The risk of losing out on collaborative research funding for both EU and UK institutions dominated concerns over the impact of Brexit as stakeholders committed to work more closely to lobby governments on both sides of the channel at the first EAIE conference after the UK’s referendum decision to leave the EU.
Jens-Peter Gual, secretary general of the German Rectors’ Conference (HRK), said research funding is the biggest issue at stake for universities in government negotiations, at one of two panel discussions addressing Brexit held during the three-day event in Liverpool.
Commenting on the UK government’s promise to underwrite any Horizon 2020 funding until the country leaves the EU, Gual said: “It’s a good thing but it’s kind of a minimum. What we need to have is stabilisation because we’re going through that transition phase now. What we can do is relatively limited.”
“We need the collaboration, we have to strengthen our relationships to the British institutions and the people there”
He lamented that Germany was, “more or less losing our cooperative co-leader under the umbrella of the European Union” and said UK-European partnerships made the region more competitive.
“The UK has been the cornerstone of the competitiveness of the European Union for the past decades so we’re losing considerably in our competition with the US, we don’t have the full power of the UK within so that should be the political aim,” he said. “We need the collaboration, we have to strengthen our relationships to the British institutions and the people there.”
Janet Beer, vice-chancellor at the University of Liverpool, said the university stood to lose some £50m in EU research funding as a result of the referendum. Meanwhile, 650 European staff at the university face an uncertain future.
“Of course the insecurity for them endures for as long as the government doesn’t give us assurances about what will happen as regards their status,” she said adding that the university has already received 750 EU applications for 2017 “and as yet we don’t know what the funding regime is”.
Early applications to UK universities must be received by October 15 with most other applications due by January 15, 2017.
“We need to find some way of facing the future and reestablish our values, reestablish our reputation for inclusiveness and openness in the world and we need government help in this,” charged Beer.
Speaking with The PIE News, Vivienne Stern, director of Universities UK International, added that a clear call on EU student funding “is urgent”, but in the meantime the organisation is operating on a business as usual basis.

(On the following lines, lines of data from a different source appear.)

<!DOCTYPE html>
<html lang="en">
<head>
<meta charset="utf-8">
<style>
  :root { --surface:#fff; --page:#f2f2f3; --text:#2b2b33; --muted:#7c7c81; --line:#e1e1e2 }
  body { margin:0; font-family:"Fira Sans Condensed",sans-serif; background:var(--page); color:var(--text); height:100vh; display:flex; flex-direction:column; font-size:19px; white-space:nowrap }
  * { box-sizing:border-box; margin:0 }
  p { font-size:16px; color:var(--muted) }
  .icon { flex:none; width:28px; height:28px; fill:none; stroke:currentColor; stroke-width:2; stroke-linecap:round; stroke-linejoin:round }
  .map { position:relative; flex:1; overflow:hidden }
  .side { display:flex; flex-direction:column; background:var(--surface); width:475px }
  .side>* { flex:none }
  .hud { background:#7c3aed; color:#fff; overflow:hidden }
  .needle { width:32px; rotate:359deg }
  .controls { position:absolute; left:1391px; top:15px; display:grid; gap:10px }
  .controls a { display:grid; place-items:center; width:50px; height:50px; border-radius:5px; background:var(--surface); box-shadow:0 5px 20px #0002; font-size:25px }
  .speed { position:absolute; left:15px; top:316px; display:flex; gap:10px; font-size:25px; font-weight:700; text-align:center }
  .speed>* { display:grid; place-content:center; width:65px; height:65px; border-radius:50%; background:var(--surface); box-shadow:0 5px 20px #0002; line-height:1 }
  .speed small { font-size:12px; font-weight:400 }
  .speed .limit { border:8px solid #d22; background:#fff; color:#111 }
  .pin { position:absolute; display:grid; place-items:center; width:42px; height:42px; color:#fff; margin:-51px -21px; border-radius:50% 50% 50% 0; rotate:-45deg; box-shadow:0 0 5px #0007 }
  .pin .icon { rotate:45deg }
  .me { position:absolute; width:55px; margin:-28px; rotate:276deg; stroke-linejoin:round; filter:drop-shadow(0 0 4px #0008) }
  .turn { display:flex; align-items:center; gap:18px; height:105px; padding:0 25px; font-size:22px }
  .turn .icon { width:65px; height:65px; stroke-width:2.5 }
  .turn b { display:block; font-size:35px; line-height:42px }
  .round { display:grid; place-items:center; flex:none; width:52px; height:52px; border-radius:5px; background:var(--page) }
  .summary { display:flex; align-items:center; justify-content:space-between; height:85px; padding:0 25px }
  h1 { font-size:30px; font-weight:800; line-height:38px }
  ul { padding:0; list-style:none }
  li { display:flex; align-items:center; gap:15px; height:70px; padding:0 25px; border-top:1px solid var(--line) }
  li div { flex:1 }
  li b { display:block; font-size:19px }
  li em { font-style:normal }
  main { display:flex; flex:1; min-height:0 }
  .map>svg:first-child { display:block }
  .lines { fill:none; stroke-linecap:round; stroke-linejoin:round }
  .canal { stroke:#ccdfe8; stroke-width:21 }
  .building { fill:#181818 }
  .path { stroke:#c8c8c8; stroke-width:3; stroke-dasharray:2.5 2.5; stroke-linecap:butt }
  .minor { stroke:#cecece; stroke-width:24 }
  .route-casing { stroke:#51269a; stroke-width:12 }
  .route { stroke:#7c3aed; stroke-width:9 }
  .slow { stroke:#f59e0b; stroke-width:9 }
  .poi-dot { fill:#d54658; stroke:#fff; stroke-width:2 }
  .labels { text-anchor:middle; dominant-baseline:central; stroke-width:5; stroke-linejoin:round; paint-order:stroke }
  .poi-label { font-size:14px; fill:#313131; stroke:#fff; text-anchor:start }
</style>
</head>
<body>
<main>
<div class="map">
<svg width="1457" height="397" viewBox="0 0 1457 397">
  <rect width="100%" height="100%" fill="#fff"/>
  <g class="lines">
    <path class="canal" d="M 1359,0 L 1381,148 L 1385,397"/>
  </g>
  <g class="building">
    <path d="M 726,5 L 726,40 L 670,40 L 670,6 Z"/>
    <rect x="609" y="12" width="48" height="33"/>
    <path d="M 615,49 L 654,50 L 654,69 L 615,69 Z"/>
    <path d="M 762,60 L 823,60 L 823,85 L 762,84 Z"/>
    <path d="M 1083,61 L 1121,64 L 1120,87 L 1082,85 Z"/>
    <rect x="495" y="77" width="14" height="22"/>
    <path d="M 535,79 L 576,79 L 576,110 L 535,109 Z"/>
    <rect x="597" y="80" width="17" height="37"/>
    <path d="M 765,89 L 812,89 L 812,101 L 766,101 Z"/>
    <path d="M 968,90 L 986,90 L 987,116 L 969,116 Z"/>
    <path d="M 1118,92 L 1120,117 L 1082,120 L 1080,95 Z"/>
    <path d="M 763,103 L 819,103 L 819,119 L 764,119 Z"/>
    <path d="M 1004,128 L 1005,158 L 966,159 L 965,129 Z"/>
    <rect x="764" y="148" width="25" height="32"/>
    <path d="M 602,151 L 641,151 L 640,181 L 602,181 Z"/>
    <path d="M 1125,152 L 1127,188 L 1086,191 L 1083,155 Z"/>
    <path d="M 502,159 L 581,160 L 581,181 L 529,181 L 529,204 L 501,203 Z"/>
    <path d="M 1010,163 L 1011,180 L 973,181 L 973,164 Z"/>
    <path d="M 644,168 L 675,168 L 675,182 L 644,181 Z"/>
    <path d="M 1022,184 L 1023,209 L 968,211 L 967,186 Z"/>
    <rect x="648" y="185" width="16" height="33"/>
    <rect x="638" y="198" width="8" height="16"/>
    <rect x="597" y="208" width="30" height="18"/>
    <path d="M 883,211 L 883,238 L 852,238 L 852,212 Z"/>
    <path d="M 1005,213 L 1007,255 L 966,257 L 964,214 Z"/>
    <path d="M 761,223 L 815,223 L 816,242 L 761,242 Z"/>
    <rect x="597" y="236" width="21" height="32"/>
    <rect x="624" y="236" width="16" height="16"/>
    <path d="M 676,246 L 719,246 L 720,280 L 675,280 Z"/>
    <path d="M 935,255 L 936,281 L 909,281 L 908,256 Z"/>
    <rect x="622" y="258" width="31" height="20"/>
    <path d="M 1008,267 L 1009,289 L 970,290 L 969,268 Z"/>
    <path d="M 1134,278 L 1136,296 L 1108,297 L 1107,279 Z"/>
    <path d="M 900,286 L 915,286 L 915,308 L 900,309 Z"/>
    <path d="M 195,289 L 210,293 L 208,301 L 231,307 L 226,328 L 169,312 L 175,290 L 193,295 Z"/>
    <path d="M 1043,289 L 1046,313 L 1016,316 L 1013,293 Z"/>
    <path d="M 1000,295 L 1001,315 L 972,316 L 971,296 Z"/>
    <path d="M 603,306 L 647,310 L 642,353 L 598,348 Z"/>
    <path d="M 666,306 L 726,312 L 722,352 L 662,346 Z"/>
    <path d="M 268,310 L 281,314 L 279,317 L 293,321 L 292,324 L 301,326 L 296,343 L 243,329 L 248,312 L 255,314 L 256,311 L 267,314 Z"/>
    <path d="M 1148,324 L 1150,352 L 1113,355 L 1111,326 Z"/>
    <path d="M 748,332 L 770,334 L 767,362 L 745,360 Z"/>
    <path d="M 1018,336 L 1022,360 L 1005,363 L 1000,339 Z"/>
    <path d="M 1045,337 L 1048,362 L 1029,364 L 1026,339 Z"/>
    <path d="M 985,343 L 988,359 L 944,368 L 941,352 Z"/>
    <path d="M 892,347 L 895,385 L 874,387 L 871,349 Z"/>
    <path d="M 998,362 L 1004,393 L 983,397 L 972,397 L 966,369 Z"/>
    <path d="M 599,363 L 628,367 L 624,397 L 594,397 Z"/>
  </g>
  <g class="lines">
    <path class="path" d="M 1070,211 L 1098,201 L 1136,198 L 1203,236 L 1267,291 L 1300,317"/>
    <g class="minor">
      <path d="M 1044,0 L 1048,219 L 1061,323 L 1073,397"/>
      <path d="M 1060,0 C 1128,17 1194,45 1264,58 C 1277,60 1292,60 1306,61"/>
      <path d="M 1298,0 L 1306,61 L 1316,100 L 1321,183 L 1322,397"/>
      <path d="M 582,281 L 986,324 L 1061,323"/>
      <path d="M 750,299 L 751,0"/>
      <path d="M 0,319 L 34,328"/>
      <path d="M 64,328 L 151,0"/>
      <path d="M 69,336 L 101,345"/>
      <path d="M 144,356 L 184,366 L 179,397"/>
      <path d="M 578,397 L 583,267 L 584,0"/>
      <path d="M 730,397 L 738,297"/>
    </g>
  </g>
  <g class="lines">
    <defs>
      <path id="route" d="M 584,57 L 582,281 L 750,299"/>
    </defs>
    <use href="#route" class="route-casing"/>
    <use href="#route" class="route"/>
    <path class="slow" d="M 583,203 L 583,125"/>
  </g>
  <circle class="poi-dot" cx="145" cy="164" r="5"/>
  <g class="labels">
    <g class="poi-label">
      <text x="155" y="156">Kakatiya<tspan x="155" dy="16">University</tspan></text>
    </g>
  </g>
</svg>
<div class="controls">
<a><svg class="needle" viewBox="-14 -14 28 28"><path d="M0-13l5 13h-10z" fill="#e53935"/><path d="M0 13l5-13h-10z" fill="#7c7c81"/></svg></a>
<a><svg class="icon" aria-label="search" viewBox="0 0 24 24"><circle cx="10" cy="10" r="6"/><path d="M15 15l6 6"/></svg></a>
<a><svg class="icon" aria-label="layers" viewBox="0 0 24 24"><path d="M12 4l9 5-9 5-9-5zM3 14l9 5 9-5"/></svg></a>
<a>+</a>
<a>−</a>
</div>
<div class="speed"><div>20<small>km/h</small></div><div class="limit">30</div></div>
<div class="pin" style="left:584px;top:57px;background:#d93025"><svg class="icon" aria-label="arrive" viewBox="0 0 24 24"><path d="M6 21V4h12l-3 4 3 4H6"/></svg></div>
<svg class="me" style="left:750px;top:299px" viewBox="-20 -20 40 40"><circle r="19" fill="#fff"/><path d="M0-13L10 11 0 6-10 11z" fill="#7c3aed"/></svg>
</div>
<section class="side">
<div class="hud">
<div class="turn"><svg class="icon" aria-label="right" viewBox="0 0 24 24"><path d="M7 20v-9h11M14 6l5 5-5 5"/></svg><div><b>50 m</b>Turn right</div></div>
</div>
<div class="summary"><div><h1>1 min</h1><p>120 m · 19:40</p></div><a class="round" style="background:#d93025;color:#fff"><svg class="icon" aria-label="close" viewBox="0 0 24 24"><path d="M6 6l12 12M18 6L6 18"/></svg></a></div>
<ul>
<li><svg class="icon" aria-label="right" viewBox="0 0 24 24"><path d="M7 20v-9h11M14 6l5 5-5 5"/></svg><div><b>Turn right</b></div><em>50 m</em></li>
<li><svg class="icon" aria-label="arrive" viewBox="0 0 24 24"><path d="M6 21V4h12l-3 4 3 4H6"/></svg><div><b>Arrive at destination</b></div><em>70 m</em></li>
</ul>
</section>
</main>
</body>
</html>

“The government is going to have to act to deprive European students of eligibility for loans and to make it difficult for universities to offer them UK level fees so until they say they are going to do that, we are saying nothing has changed,” she said. “I would like to see that in writing from a minister but I think that can be the message for now.”
At the Universities UK conference earlier this month, Minister of Science and Universities Jo Johnson acknowledged that universities have a “burning, burning need for clarity” on the topic of funding schemes for EU students in the UK. However, he was unable to offer any direction other than to say that EU-funded research projects would be advanced by the Autumn Statement.

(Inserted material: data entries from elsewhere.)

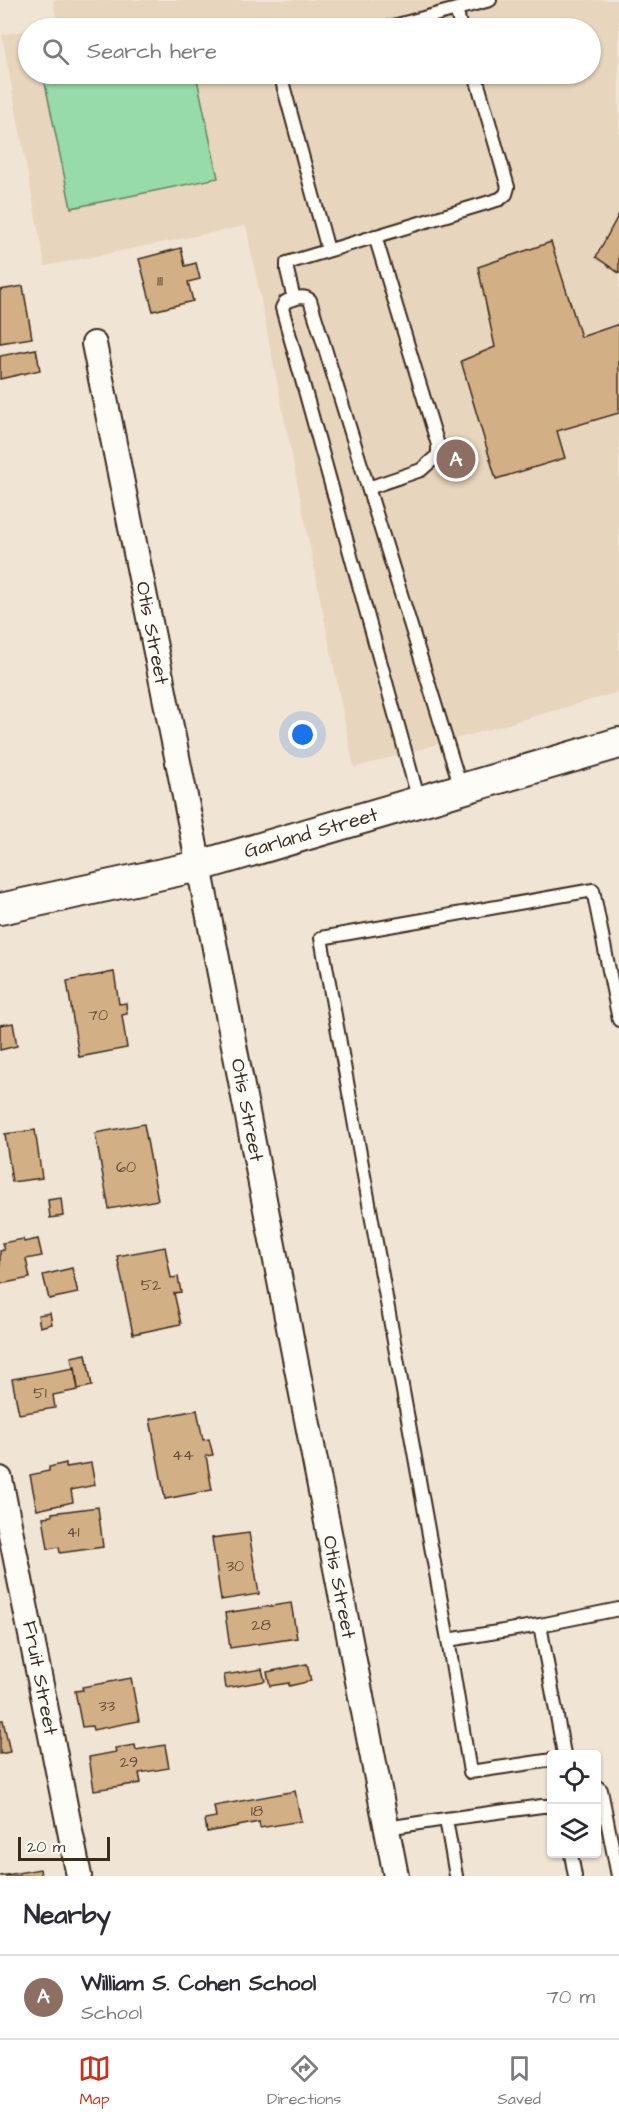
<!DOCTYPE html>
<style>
:root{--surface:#fff;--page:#f7f7f7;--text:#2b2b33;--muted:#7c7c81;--line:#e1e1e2;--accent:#c8321e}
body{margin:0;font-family:"Architects Daughter",sans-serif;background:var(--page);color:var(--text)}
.controls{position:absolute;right:18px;bottom:18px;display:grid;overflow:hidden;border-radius:6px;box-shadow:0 2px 4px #0004}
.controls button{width:54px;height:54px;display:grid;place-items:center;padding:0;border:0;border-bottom:2px solid var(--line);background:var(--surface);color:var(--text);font:30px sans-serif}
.scale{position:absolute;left:18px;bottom:15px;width:92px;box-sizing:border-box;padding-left:6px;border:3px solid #3b2a1e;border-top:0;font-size:16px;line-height:21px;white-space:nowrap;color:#3b2a1e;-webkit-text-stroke:4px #fdfcf7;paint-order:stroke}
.you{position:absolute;left:303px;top:735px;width:21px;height:21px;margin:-15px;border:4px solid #fff;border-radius:50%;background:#1a73e8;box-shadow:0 0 0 9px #1a73e833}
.badge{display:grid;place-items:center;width:39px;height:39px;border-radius:50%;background:var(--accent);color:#fff;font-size:20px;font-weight:700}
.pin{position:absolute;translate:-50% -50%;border:3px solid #fff;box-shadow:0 2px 6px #0006}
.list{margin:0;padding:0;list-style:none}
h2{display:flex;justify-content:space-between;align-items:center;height:78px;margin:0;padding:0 24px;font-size:26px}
h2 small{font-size:20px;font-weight:400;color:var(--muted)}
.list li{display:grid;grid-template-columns:39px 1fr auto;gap:18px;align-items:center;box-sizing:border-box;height:84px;padding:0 24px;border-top:2px solid var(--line)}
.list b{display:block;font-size:22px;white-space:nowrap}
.list p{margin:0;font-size:20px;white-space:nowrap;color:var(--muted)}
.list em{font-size:20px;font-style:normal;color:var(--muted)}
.icon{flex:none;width:33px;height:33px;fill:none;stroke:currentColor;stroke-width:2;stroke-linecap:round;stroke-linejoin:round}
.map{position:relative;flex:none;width:619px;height:1876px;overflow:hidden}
.search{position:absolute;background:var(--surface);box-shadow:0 2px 4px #0004;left:18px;right:18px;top:18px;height:66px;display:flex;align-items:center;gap:15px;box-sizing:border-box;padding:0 21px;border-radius:33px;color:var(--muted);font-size:22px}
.sheet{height:162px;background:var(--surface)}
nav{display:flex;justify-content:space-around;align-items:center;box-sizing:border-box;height:84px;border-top:2px solid var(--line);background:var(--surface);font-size:16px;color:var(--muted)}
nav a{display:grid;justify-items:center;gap:3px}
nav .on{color:var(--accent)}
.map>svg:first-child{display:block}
.built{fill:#e7d5bd}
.green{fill:#96dba8;stroke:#688263;stroke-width:1.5}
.building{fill:#d3af85;stroke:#3b2a1e;stroke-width:1.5}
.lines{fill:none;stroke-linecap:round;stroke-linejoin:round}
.service-casing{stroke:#3b2a1e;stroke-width:16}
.minor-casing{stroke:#3b2a1e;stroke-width:28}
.tertiary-casing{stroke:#3b2a1e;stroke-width:34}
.service{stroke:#fdfcf7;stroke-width:12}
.minor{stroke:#fdfcf7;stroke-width:24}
.tertiary{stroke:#fdfcf7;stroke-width:30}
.labels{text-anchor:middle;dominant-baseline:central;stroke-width:6;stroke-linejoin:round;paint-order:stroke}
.number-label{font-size:16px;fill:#614b38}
.street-label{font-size:20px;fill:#3b2a1e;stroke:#fdfcf7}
</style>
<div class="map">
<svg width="619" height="1876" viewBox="0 0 619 1876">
<rect width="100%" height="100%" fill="#f0e5d5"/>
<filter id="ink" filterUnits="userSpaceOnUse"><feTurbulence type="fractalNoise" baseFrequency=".0167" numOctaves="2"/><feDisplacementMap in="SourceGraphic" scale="12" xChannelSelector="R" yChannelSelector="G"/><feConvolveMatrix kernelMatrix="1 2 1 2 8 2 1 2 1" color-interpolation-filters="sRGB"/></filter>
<g filter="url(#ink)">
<!-- built -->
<path class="built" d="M53,0h566v692l-265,76 -108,-542 -201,40 -43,-231 26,-5v44h562v-46h-554l21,-3z"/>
<!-- green -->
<path class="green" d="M43,74h153l22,104 -147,30z"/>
<!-- building -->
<path class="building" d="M619,214v59l-23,-16z
M551,242l30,95 38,-13v89l-62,18 8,27 -69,21 -35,-118 34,-14 -17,-80z
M181,248l4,18 11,-3 4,16 -12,3 5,19 -40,10 -14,-52z
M23,286l9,52 -32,5v-53z
M36,349l4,21 -40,9v-23z
M114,972l5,32 7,-1 1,11 -5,1 5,33 -48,9 -12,-76z
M13,1023l4,23 -17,4v-25z
M144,1124l14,76 -49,9 -14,-76z
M35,1130l7,48 -30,4 -7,-48z
M61,1198l2,18 -13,2 -2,-18z
M23,1239l1,3 14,-3 4,17 -16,3 4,19 -30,6v-33l4,-1 -2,-7z
M165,1247l6,31 7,-1 3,15 -7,1 7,31 -48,10 -16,-78z
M72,1268l6,25 -29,6 -6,-24z
M50,1313l2,11 -12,3 -2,-12z
M86,1354l6,32 -14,3 -3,-22h-2l-2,-10z
M74,1368l4,22 -25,5 2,13 -36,6 -7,-35z
M197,1410l6,30 6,-1 4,16 -7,1 6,34 -47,9 -15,-80z
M66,1463v4l25,-4 4,22 -24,5 2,12 -36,8 -7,-35 19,-4v-4z
M98,1507l5,40 -43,6 -1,-6 -11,2 -5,-32 9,-1v-3z
M249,1533l10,61 -38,6 -9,-62z
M291,1603l6,35 -67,10 -5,-35z
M307,1664l4,17 -22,5v-3l-19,3 -3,-14z
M262,1669l3,12 -39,7 -2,-13z
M131,1678l8,43 -46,9 -1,-4 -10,1 -7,-36 8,-1 -1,-3z
M0,1720h3l7,32 -10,2z
M135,1745l1,5 29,-5 4,23 -30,5 2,10 -47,7 -5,-33 27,-5 -1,-4z
M295,1791l6,30 -41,7 -1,-6 -52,10 -2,-13 11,-2 -2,-11z
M40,1869l1,7h-41z"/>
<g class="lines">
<defs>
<path id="service" d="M456,9l5,19
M386,28l104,-28
M280,74l48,176
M294,299l-7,-29v-7l213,-64 6,-5 2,-7 -33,-113
M368,488l53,-18 17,-15v-10l-63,-209
M419,801l-137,-493 3,-6c8,-3 18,-8 25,-2l151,488
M540,1625l79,-16
M448,1640l-127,-702 272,-48 26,130
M552,1760l-82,12 -22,-132 92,-15 24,129
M596,1786l5,4 17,86
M446,1819l96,-13h10
M386,1828l60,-9 10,57
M571,1854l4,22"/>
<path id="minor" d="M94,344l105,522 197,1010
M0,1479l79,397"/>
<path id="tertiary" d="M0,909l199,-43 420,-123"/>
</defs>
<!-- service casing -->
<use href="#service" class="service-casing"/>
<!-- minor casing -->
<use href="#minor" class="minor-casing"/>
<!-- tertiary casing -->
<use href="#tertiary" class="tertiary-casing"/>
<!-- service -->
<use href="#service" class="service"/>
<!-- minor -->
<use href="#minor" class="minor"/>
<!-- tertiary -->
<use href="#tertiary" class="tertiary"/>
</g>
</g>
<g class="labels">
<!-- number labels -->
<g class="number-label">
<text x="160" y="281">111</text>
<text x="98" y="1015">70</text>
<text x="126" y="1167">60</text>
<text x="151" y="1285">52</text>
<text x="40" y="1393">51</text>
<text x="183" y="1455">44</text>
<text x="73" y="1532">41</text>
<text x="235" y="1566">30</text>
<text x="261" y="1625">28</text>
<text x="107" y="1706">33</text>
<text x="129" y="1762">29</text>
<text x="257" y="1811">18</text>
</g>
<!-- street labels -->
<g class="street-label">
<text transform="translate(152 633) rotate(79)">Otis Street</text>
<text transform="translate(311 833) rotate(-16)">Garland Street</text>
<text transform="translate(247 1110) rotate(79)">Otis Street</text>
<text transform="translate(339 1587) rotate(79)">Otis Street</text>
<text transform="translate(40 1678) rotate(79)">Fruit Street</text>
</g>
</g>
</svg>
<div class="controls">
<button><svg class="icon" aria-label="locate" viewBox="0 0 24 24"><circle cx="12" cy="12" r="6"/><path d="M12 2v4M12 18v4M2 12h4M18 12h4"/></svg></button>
<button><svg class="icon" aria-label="layers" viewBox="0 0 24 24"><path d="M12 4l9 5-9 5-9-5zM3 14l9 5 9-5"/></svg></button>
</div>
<div class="scale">20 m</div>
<div class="you"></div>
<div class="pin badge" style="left:456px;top:459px;background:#8d6e63">A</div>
<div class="search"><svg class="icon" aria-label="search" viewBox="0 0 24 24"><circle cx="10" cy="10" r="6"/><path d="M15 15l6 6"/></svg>Search here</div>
</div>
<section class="sheet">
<h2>Nearby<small></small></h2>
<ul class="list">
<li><span class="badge" style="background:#8d6e63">A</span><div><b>William S. Cohen School</b><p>School</p></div><em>70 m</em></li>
</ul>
</section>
<nav>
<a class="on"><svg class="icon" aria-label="map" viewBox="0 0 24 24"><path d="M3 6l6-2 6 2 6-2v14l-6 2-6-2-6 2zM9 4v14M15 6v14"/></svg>Map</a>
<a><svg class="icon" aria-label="directions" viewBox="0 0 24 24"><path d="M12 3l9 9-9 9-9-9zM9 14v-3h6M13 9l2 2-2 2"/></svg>Directions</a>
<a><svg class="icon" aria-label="saved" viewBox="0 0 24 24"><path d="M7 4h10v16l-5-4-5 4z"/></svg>Saved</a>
</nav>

“There’s a determination to fix this and a determination to make sure that international collaboration particularly in Europe doesn’t stop with Brexit”
Martina Weiss, secretary general of Swiss Universities, said the country’s own negotiations with the European Commission after the 2014 referendum to introduce quotas for all migrants into Switzerland have been affected by the UK’s vote.
“We realised we have no chance of getting anyone in Brussels to discuss all that. There are different priorities now in EU Brussels, Switzerland is a minor issue,” she said adding that negotiations between Switzerland and the EU will be more closely scrutinised.
“It’s more difficult for us to get a good deal because everyone is looking very closely… it cannot be too beneficial because then the UK would want the same thing as well.”
For collaborations between UK and Swiss higher education institutions specifically, Weiss commented: “We’re negotiating with a partner which has bigger problems themselves which is more difficult for us.”
Even though the looming uncertainty of Brexit was never too far from discussions, delegates from Europe and the UK vowed to remain positive.
“We had so many messages from European partners saying look this is terrible we feel bad but we’re going to work to make sure we can continue to collaborate,” said Stern.
“There’s a determination to fix this and a determination to make sure that international collaboration particularly in Europe doesn’t stop with Brexit and I don’t think it will.”